The 38-year-old Ms Wu filed for divorce as soon as authorities began to lift the lockdown late last month, brushing aside her husband’s appeals to reconsider. “The epidemic gave me a chance to make up my mind,” she said.
Once a cultural taboo in China, divorces have more than doubled over the past decade to 4m in 2019 as people, particularly women, become less tolerant of unhappy marriages.
But the trend has accelerated in recent months as mandatory self-quarantine measures introduced in January have forced Chinese couples to spend more time together, exacerbating marital problems.
More than a dozen cities have reported a surge in divorce filings since March, when marriage registration agencies returned to work following the lunar new year holiday, Financial Times research shows.
The runaway growth of failed marriages has fuelled concerns about the welfare of Chinese women as the country’s courts are less generous than their western counterparts in granting child support and alimony payments in divorce rulings.
“The disease has accelerated the long-running trend of rising divorce rates,” said Pan Jun, a Hangzhou-based family lawyer. “And women are more likely than men to suffer financial losses in the process.”
Rising incomes among women are thought to be behind the longer term increase in China’s divorce rate. Official data show the average monthly income of urban women rose from Rmb2,799 ($394.56) in 2007 to Rmb7,667 in 2017.
Some of the upsurge in divorces since the outbreak began might have been demand that built up while marriage offices were closed. But local officials said the majority was because of the strain of the lockdown.
In the western city of Yinchuan, an official at the local civil affairs bureau, which issues divorce certificates, said so many couples had put in requests it was impossible to get an immediate appointment.

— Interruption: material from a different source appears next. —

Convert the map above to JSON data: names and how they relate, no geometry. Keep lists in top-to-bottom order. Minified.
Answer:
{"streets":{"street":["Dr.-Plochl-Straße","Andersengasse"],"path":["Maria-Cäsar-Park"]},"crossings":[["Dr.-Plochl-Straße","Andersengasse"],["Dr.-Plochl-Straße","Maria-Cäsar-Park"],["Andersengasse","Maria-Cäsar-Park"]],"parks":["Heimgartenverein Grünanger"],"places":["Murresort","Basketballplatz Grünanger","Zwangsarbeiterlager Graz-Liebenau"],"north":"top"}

“There has been a marked increase in divorce filings since the outbreak of the virus,” said the official.
Couples in Shanghai, the nation’s commercial hub known for its western lifestyle, face even longer waiting times. When local civil affairs offices opened in the middle of February after being closed for three weeks, they were deluged with divorce filings. Couples who would normally receive an appointment within a week had to wait for up to a month.

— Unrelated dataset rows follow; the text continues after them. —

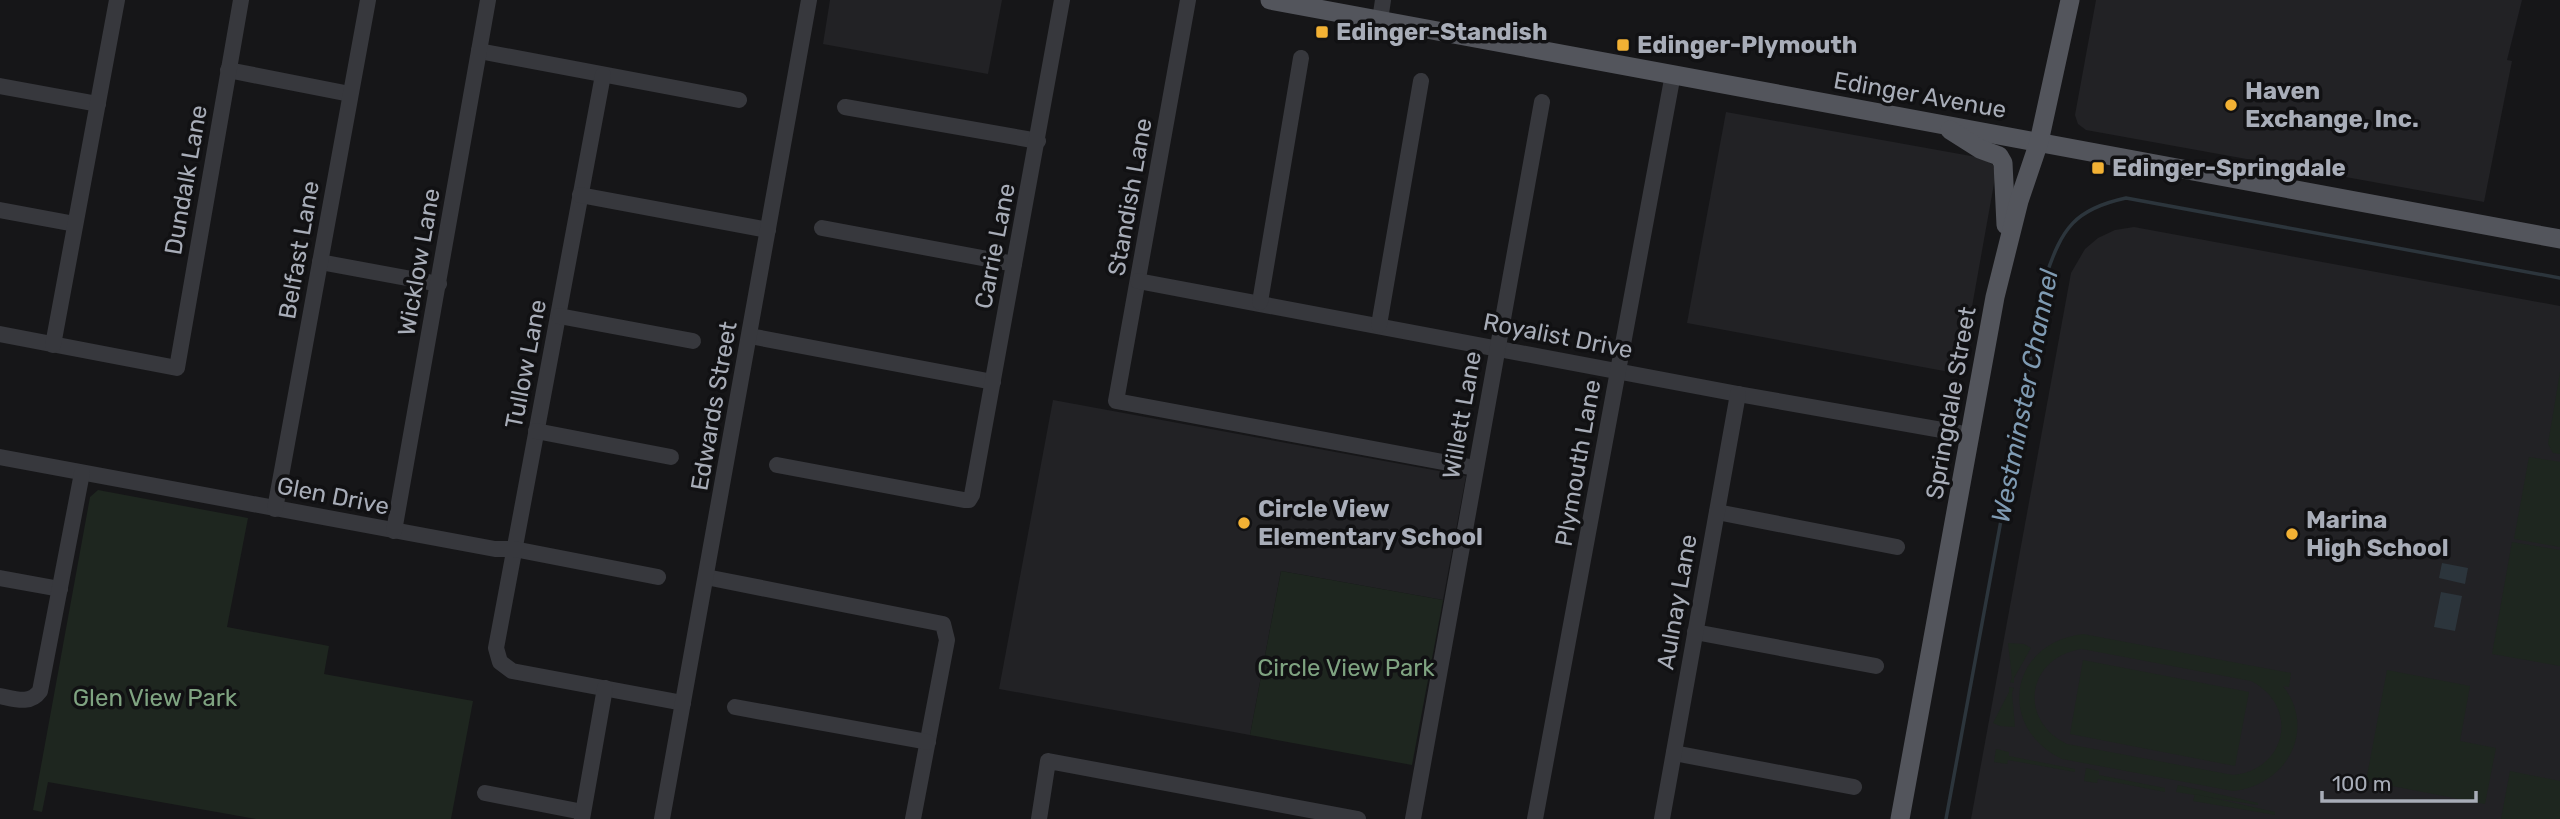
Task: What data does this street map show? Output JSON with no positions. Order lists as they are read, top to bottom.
{
  "streets": {
    "main road": ["Edinger Avenue", "Springdale Street"],
    "street": [
      "Dundalk Lane",
      "Standish Lane",
      "Carrie Lane",
      "Belfast Lane",
      "Wicklow Lane",
      "Royalist Drive",
      "Tullow Lane",
      "Edwards Street",
      "Willett Lane",
      "Plymouth Lane",
      "Glen Drive",
      "Aulnay Lane"
    ]
  },
  "crossings": [
    ["Edinger Avenue", "Springdale Street"],
    ["Edinger Avenue", "Plymouth Lane"],
    ["Standish Lane", "Royalist Drive"],
    ["Standish Lane", "Willett Lane"],
    ["Belfast Lane", "Glen Drive"],
    ["Wicklow Lane", "Glen Drive"],
    ["Royalist Drive", "Springdale Street"],
    ["Royalist Drive", "Willett Lane"],
    ["Royalist Drive", "Plymouth Lane"],
    ["Royalist Drive", "Aulnay Lane"],
    ["Tullow Lane", "Glen Drive"]
  ],
  "water": ["Westminster Channel"],
  "parks": ["Circle View Park", "Glen View Park"],
  "places": {
    "transit": ["Edinger-Standish", "Edinger-Plymouth", "Edinger-Springdale"],
    "other": ["Haven Exchange, Inc.", "Circle View Elementary School", "Marina High School"]
  },
  "scale_bar": "100 m"
}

Among other local authorities reporting a rise in marriage break-ups, the Tongzhou District Civil Affairs Bureau in Sichuan province said it received 232 divorce requests between late February and end-March. That compared with fewer than 180 in the same period a year earlier.
Civil affairs bureau officials in Yunnan, Shaanxi and Ningxia provinces said about two-thirds of divorce filings in recent weeks cited the stresses of dealing with the virus or the quarantine measures.
Underlying some of the filings may be an increase in domestic abuse during the outbreak. Police in Qianjiang county in the worst affected province of Hubei, of which Wuhan is the capital, reported 83 domestic abuse cases in February and 85 in January. That compared with 47 and 43 a year earlier.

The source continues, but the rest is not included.